EmbeddedRelated.com
Forums
Memfault Beyond the Launch

Silicon Bug?

Started by Robert Higgins August 31, 2010
I've run into a problem with a little project I've been working on.
The project is a flash loader utility for the TMS470 that runs from
RAM and programs the flash with data coming in over a serial port.
The micro is a TMS470R1A288, which is based on an ARM7TDMI core.
There is 16K of on-chip SRAM starting at address 0x00400000; the flash
loader code runs entirely from this SRAM.

The flash loader is very straightforward: it receives data over a
serial port, erases the affected flash sector(s), programs the
received data into the flash, and then verifies that the programming
took place correctly by reading the data back out of the flash and
comparing it to what was written. The first thing I noticed was that
the verification step was failing. 

In the example shown in the screen capture (at
http://i35.tinypic.com/xdgyz4.jpg), we have just erased sector 0 of
the flash, programmed in the first 16 bytes of new data, and we are in
the middle of the verification routine. 

Note: the flash library code which exhibits the bug was provided by TI
and is being used as-is with only minimal changes. AFAICT, this code
does work correctly when I have used it in other projects (on
different flavors of the TMS470).

Although the verification routine is returning FALSE, indicating
verification failure, the routine should *not* be failing; in actual
fact, the programming was entirely successful. Indeed, if I disable
the calls to the verification routine, the code I programmed into the
flash runs correctly, and spot-checks of the flash contents show that
the flash contains the correct data.

The specific line of code that is failing is highlighted in green in
the C code pane. The buff[] array contains the data we just
programmed, and j contains the first 32-bit word read out of the
newly-programmed flash. If the programming was successful, these two
values should match, and indeed they do: if you look at the watch
window, you'll see that buff[0] and j both contain the value
0xea0017ee. So if the values match, why does this test fail?

The answer lies in the disassembly pane. In the screenshot, we have
just executed the ldr instruction at address 00401F4C. r3 contains the
address of slot 0 of the buff[] array, and the ldr instruction we just
executed should take the 32-bit word from the memory address pointed
to by r3 and load it into r2. However, after executing this
instruction, r2 does not contain the expected value (0xea0017ee), but
rather 0xea000010. This causes the compare instruction at 00401F54 to
fail, and we bail out of the verification routine with a FALSE result.

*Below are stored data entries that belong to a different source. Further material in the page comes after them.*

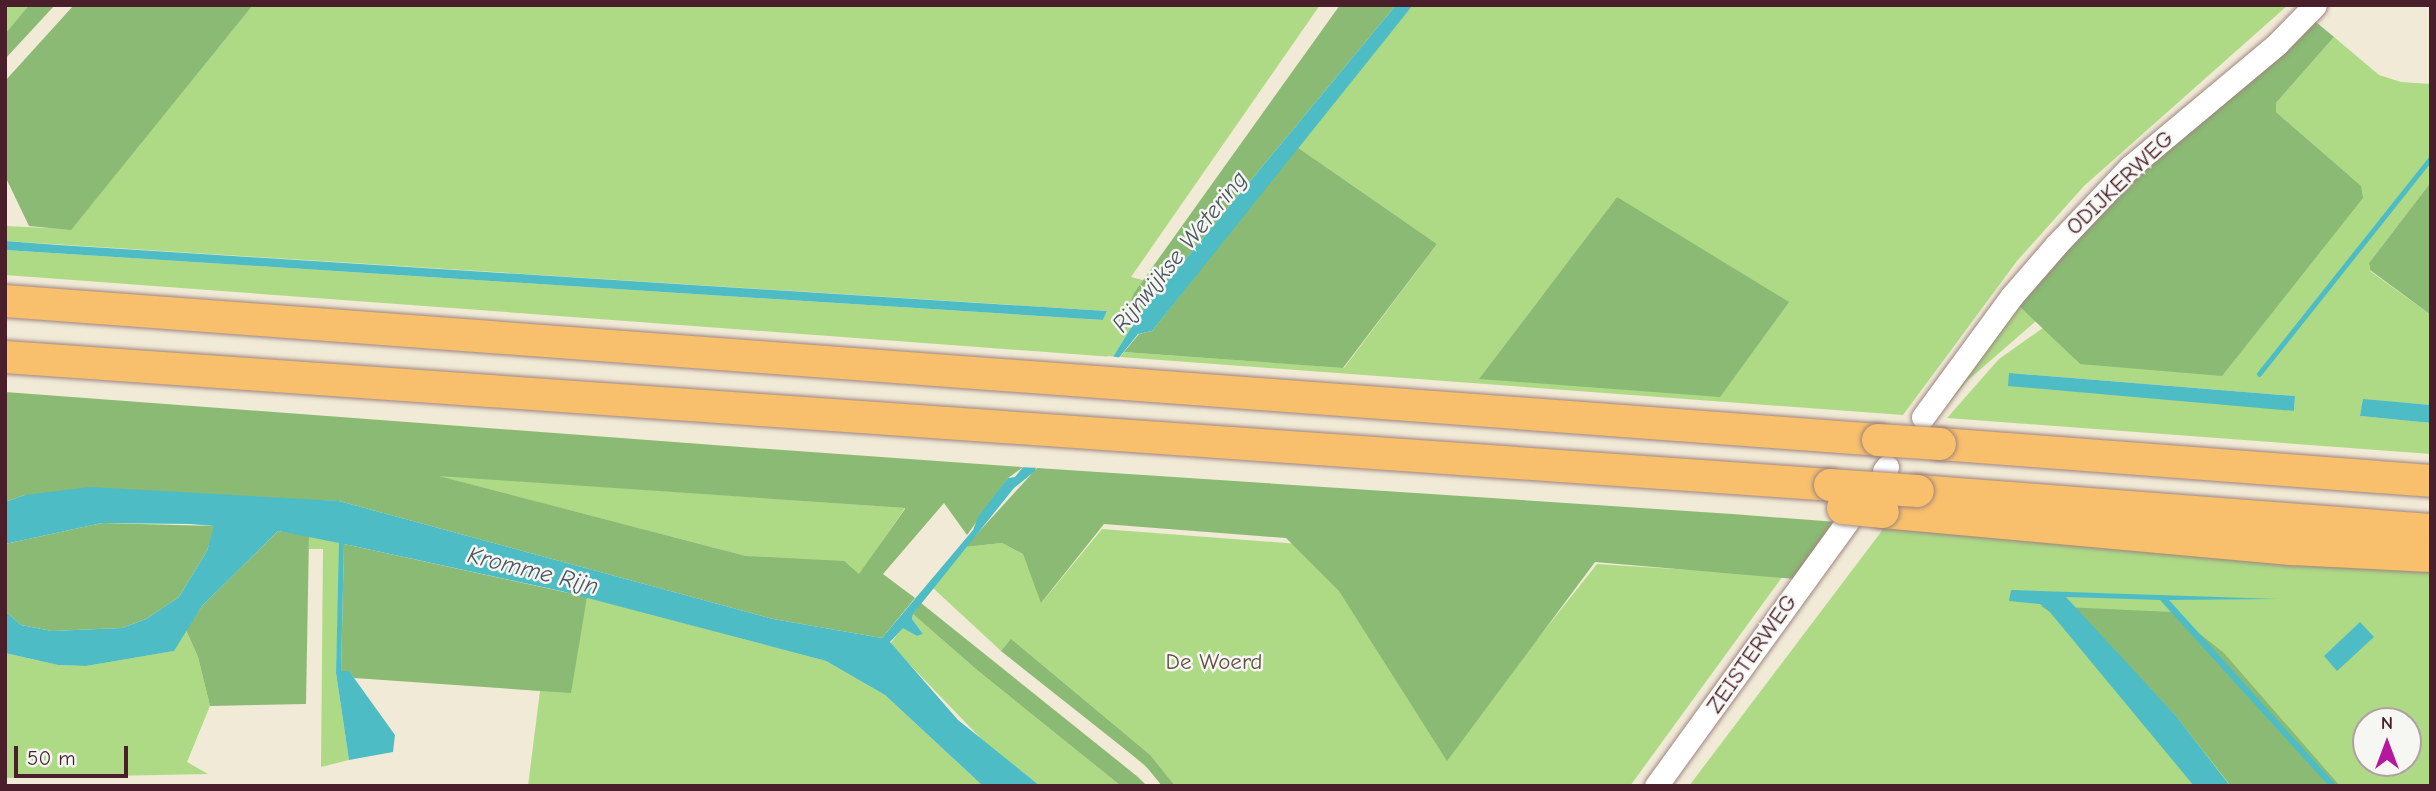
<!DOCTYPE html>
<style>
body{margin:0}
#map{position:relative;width:2436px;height:791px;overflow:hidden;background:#f1ead6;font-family:"Comic Neue",sans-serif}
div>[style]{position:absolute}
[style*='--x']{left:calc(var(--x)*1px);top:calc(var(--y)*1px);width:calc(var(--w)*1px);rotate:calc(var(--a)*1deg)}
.green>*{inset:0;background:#aeda86}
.forest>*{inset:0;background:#8aba73}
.water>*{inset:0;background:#4ebcc5}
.pier>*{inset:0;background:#f1ead6}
.stream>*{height:4.5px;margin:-2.25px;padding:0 2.25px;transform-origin:2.25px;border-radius:2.25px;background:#4ebcc5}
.roads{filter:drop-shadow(0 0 2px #9e8480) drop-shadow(0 0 2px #9e8480)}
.minor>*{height:23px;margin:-11.5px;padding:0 11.5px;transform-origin:11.5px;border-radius:11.5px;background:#fff}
.highway>*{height:32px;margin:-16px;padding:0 16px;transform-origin:16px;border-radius:16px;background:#f8bf6c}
.bridges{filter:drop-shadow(0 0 2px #9e8480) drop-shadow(0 0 2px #9e8480)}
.highway-bridge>*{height:32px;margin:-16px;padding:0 16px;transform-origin:16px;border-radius:16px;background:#f8bf6c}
span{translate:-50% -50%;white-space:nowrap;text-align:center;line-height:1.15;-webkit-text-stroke:5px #f6f6f2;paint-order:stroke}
.street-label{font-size:23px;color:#4a1f2b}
.park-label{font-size:23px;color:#634e42}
.water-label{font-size:24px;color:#4b5661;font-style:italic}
.frame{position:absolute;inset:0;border:7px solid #4a1f2b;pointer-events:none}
.north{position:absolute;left:2352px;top:707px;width:70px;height:70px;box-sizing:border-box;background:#f6f6f2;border:2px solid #b1a0a2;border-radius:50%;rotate:0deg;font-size:19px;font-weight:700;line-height:28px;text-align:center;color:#4a1f2b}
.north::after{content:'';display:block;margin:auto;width:24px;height:32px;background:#b5179e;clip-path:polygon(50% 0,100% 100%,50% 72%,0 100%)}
.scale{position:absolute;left:14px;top:746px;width:114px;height:32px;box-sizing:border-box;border:4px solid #4a1f2b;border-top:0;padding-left:9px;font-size:21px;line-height:24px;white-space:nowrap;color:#4a1f2b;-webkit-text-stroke:5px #f6f6f2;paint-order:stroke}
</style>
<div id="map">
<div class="green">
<i style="clip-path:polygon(5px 5px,29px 5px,5px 34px)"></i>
<i style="clip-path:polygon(253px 5px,1320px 5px,1131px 277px,1143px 280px,1126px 316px,1137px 318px,1113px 357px,5px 275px,5px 250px,1103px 320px,1107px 311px,5px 241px,5px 226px,71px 229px)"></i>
<i style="clip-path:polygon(evenodd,1413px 5px,2288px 5px,2084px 186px,2017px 261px,1903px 415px,1120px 357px,1124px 352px,1344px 368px,1437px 244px,1297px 147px,1413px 5px,1617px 197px,1626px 205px,1480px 378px,1617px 197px)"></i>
<i style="clip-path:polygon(evenodd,2334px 37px,2379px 75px,2401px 82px,2431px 84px,2431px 182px,2369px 263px,2370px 271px,2431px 315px,2431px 405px,2364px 400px,2360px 416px,2431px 423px,2431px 454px,1947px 418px,1999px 359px,2043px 328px,2080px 364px,2360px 186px,2276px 112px,2276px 103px,2334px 37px,2010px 373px,2295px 396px,2294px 411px,2010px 373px)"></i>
<i style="clip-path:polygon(2016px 303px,2036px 321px,1967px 381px,1937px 418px,1932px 417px)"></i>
<i style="clip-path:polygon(434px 475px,905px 508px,860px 574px,746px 556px)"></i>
<i style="clip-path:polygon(evenodd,1887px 524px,2431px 566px,2431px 786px,1689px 786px,1887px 524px,2366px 721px,2408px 721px,2408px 763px,2366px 763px,2366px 721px)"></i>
<i style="clip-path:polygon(1102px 529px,1298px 544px,1334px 575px,1447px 753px,1597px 564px,1783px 576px,1630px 786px,1168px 786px,1006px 646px,1001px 651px,933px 588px,965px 547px,1002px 543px,1023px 554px,1042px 602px)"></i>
<i style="clip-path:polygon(309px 536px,340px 543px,336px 673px,349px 760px,321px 767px,323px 549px,309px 549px)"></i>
<i style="clip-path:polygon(587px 597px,826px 661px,885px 695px,983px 786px,528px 786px,540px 691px,339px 674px)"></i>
<i style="clip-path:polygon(913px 614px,977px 670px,1121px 786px,1040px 786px,991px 749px,890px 644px,903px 627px,917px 636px,923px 634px,912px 619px)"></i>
<i style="clip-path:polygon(186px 630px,198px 657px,210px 706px,187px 762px,208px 774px,5px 778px,5px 653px,58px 665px,86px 666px,173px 651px)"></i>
</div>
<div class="forest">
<i style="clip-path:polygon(29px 5px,55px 5px,5px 59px,5px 34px)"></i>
<i style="clip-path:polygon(74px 5px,253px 5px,71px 230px,29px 226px,5px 176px,5px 81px)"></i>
<i style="clip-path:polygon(1340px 5px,1396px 5px,1137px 318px,1125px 316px,1134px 293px)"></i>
<i style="clip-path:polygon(2311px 18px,2334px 37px,2276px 103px,2276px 112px,2361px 186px,2363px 198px,2222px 376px,2080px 364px,2016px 303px,2080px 227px)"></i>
<i style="clip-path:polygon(1297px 147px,1437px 244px,1343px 368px,1124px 352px,1139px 334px,1152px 331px)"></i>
<i style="clip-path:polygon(2431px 182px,2431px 315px,2370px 270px,2369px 263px)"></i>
<i style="clip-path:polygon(1617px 197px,1789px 302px,1720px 397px,1479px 379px)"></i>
<i style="clip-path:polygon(evenodd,5px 392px,769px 449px,1023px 467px,1008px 478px,967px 535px,944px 503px,883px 574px,915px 598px,882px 638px,773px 619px,339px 501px,25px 495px,5px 502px,5px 392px,439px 476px,905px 508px,905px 509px,859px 574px,844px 561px,746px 556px,439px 476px)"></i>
<i style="clip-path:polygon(1037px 468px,1732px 514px,1837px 522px,1795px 579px,1595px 562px,1447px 761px,1339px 591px,1286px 538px,1104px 524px,1041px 603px,1023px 554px,1002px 543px,965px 547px)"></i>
<i style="clip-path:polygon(102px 523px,215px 526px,207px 551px,179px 597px,146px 619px,122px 628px,52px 631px,21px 625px,5px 611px,5px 544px)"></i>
<i style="clip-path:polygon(278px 531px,309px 536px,306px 704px,210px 706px,198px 657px,186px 630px,202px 606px)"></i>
<i style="clip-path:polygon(344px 544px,587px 597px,571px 693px,354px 678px,349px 671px,341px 672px)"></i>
<i style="clip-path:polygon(921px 603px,1138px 777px,1147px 786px,1121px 786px,977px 670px,913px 614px)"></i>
<i style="clip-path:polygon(2041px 606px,2172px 612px,2224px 653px,2340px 786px,2231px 786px,2176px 716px,2124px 661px)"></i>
<i style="clip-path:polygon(1011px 639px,1150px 755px,1175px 786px,1162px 786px,1145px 765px,1001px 651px)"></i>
</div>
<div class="water">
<i style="clip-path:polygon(1396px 5px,1413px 5px,1152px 331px,1138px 334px,1039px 457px,1035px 471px,1014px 488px,913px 614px,912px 619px,923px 634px,917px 636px,903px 628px,890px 642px,958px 720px,1040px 786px,983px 786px,885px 695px,826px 661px,561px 591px,344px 544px,341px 671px,349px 671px,395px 735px,393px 752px,349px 760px,336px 673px,339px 543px,278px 531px,202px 606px,174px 651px,86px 666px,58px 665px,5px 653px,5px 611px,21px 625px,52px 631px,122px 628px,146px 619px,179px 597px,207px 551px,214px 526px,190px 524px,102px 523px,5px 544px,5px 502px,25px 495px,90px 487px,339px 501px,773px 619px,882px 638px,973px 530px,978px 517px,1008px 478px,1015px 477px,1113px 357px,1137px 318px)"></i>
<i style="clip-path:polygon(5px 241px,59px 245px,1107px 311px,1103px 320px,5px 250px)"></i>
<i style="clip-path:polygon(2009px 373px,2295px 396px,2294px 411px,2008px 386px)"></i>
<i style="clip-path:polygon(2363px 399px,2431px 405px,2431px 423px,2360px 416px)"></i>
<i style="clip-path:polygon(2011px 590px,2278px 599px,2169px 600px,2337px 786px,2329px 786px,2160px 600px,2066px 597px,2176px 716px,2230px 786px,2194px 786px,2049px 611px,2040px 604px,2009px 601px)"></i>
<i style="clip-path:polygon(2360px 622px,2374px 637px,2337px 671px,2324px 656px)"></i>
</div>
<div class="pier">
<i style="clip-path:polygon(1108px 356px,1124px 358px,1042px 458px,1040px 468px,1019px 467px)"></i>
</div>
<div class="stream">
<i style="--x:2259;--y:374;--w:276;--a:-51.5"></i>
</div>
<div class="roads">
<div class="minor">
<i style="--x:1923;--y:417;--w:149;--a:-53.7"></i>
<i style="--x:2011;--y:297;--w:69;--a:-49.1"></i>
<i style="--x:2056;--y:245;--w:108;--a:-46.5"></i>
<i style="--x:2130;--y:167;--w:192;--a:-39.9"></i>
<i style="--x:2277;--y:44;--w:54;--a:-45.7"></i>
<i style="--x:1884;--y:471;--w:5;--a:-53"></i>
<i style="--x:1656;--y:786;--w:326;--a:-54.1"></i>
</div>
<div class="highway">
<i style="--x:5;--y:301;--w:1878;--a:4.24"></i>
<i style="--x:5;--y:357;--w:1829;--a:4.01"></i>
<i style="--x:1940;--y:444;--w:492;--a:4.3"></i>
<i style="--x:1918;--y:491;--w:514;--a:4.35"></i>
<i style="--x:1883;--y:512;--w:412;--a:5.2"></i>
<i style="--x:2293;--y:549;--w:138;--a:2.9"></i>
</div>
</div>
<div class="bridges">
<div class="highway-bridge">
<i style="--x:1878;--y:440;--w:62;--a:3.7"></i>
<i style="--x:1830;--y:485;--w:88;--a:3.9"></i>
<i style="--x:1843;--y:508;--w:40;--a:5.7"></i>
</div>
</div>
<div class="street-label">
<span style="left:2120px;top:183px;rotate:-44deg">ODIJKERWEG</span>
<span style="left:1752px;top:654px;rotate:-55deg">ZEISTERWEG</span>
</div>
<div class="park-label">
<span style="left:1214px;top:662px">De Woerd</span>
</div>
<div class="water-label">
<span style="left:1180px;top:252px;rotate:-51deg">Rijnwijkse Wetering</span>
<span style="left:533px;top:571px;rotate:14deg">Kromme Rijn</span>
</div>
<div class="frame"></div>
<div class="north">N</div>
<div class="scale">50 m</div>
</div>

Now, I could be wrong, but this doesn't appear to be a compiler bug:
the code that is being generated looks reasonable and correct.
(CrossStudio for ARM uses gcc, BTW). ISTM that this is a bug in the
microcontroller itself - it is not executing the instructions
correctly for some reason. I did check the silicon errata sheet for
the chip but nothing there seemed relevant to this issue.

So is my conclusion correct, or is there some other cause for this bug
which I'm missing? And, of course, what the hell do I do about it? How
can I trust a microcontroller that doesn't execute code correctly??
I  suspect that buff is not aligned properly to be able to do this 
comparison,
hence the reason it is only getting 2 bytes of the value correct.  Ususally 
long
values needs to be word aligned (on a 4 byte boundary) for ARM7 processors.
The compiler can work around this if it knows that the value is not word
aligned, but in the case of an array, it may not.  It looks like buff starts 
at
address 0x00403556, which is certainly not a word boundary.

The debugger may handle these accesses differently, so it shows the correct
result.

Try to put buff on a word aligned boundary, and see if this fixes your 
problem.

Mike


"Robert Higgins" <robert@nospam.bogus> wrote in message 
news:vm5p76p0s47g62uchtccoorh81sqbi6c50@4ax.com...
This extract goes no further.